Von Januar bis September sank der Konzernumsatz um knapp 11 Prozent auf 1,89 Mrd. Franken. Bucher ächzt unter der Frankenstärke. Der Konzern beziffert die negativen Folgen der Frankenaufwertung auf den Umsatz auf rund 7 Prozent, wie das Unternehmen am Dienstag mitteilte.

Sorgen bereitet Bucher auch die Auftragslage. Der Auftragsbestand per Ende September lag bei fast 628 Mio. Franken. In den ersten neun Monaten brachen die Auftragseingänge damit um 11 Prozent ein. Per Ende September beschäftigte Bucher 11'222 Mitarbeitende, das sind 4,6 Prozent weniger als noch vor einem Jahr.

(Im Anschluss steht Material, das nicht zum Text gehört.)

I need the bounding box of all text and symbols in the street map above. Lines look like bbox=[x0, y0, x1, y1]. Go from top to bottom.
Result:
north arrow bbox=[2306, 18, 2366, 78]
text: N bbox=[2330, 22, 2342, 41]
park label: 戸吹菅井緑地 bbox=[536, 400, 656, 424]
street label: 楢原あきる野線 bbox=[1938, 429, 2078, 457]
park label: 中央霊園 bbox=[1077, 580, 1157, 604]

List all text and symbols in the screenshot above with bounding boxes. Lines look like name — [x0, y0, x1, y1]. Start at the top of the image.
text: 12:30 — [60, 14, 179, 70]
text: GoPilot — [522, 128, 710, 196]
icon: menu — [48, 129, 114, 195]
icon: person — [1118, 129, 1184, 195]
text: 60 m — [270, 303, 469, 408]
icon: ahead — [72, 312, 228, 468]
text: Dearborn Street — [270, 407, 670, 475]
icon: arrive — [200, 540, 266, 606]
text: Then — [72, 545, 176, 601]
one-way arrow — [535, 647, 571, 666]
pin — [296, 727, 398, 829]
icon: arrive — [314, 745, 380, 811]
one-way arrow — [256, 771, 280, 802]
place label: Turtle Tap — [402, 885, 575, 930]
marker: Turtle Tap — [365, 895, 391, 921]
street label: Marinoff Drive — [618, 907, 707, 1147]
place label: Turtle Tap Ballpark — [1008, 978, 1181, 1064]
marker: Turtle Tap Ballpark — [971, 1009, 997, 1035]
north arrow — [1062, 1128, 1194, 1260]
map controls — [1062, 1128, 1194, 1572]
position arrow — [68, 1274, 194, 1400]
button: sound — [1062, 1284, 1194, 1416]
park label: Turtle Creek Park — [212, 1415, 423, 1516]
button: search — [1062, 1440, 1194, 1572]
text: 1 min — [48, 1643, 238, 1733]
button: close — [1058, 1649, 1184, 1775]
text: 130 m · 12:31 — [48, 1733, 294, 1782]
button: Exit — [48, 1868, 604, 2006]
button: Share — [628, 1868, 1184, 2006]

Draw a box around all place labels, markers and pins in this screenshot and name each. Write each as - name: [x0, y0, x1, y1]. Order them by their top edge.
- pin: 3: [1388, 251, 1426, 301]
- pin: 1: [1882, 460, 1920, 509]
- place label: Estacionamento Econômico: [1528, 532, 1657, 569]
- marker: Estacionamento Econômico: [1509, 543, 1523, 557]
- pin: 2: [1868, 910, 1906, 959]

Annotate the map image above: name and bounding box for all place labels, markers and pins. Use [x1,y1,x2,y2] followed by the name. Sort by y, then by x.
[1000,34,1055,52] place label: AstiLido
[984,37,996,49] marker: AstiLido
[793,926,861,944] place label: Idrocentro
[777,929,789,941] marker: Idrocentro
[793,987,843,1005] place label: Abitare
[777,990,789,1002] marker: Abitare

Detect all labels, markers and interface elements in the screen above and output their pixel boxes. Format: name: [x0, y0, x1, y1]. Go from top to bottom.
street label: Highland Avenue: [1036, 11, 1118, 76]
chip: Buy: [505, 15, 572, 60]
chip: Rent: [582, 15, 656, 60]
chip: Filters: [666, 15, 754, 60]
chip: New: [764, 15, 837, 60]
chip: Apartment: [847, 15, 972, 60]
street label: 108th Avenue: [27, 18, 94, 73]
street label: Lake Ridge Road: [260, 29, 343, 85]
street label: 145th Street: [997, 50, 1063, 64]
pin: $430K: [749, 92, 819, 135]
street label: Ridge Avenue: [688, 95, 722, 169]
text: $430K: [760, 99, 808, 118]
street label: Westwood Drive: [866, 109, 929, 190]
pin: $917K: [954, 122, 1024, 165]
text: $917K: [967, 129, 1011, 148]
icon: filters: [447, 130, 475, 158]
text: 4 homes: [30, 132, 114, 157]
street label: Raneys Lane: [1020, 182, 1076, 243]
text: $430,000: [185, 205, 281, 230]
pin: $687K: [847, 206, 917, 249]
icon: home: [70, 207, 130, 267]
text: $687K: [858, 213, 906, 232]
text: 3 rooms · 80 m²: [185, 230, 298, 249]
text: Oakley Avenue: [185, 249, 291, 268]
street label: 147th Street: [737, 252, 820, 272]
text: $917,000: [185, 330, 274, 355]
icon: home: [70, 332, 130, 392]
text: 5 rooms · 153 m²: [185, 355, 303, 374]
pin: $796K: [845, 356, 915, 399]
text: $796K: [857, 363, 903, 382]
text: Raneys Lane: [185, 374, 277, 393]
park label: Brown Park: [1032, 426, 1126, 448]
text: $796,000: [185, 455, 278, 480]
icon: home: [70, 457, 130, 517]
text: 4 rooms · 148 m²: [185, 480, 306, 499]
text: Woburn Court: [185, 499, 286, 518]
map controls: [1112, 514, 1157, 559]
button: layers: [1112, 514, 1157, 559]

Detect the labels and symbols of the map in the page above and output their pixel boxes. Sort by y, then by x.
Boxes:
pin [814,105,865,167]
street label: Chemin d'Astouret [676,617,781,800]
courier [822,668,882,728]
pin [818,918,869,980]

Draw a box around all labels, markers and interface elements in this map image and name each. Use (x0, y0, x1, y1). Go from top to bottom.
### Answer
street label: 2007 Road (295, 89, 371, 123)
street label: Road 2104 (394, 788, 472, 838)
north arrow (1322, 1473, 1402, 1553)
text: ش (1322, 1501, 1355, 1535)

Die Hauptmärkte hätten sich deutlich unterschiedlich entwickelt, schreibt Bucher. In Europa blieb die Nachfrage verhalten. In Nordamerika hielt die positive Marktstimmung insbesondere bei den Hydrauliksystemen an. In Asien war die Nachfrage unverändert und in Lateinamerika war mit Ausnahme der Glasformungsmaschinen die schwache Konjunktur deutlich spürbar.

Starker Gegenwind bei Landmaschinen

In der wichtigsten Division, die Kuhn Group für Landmaschinen, ging der Umsatz um über 14 Prozent auf 845,8 Mio. Fr. zurück. Der Auftragsbestand sank gar um über ein Viertel. Bucher reduzierte hier den Personalbestand um fast 8 Prozent auf 4876.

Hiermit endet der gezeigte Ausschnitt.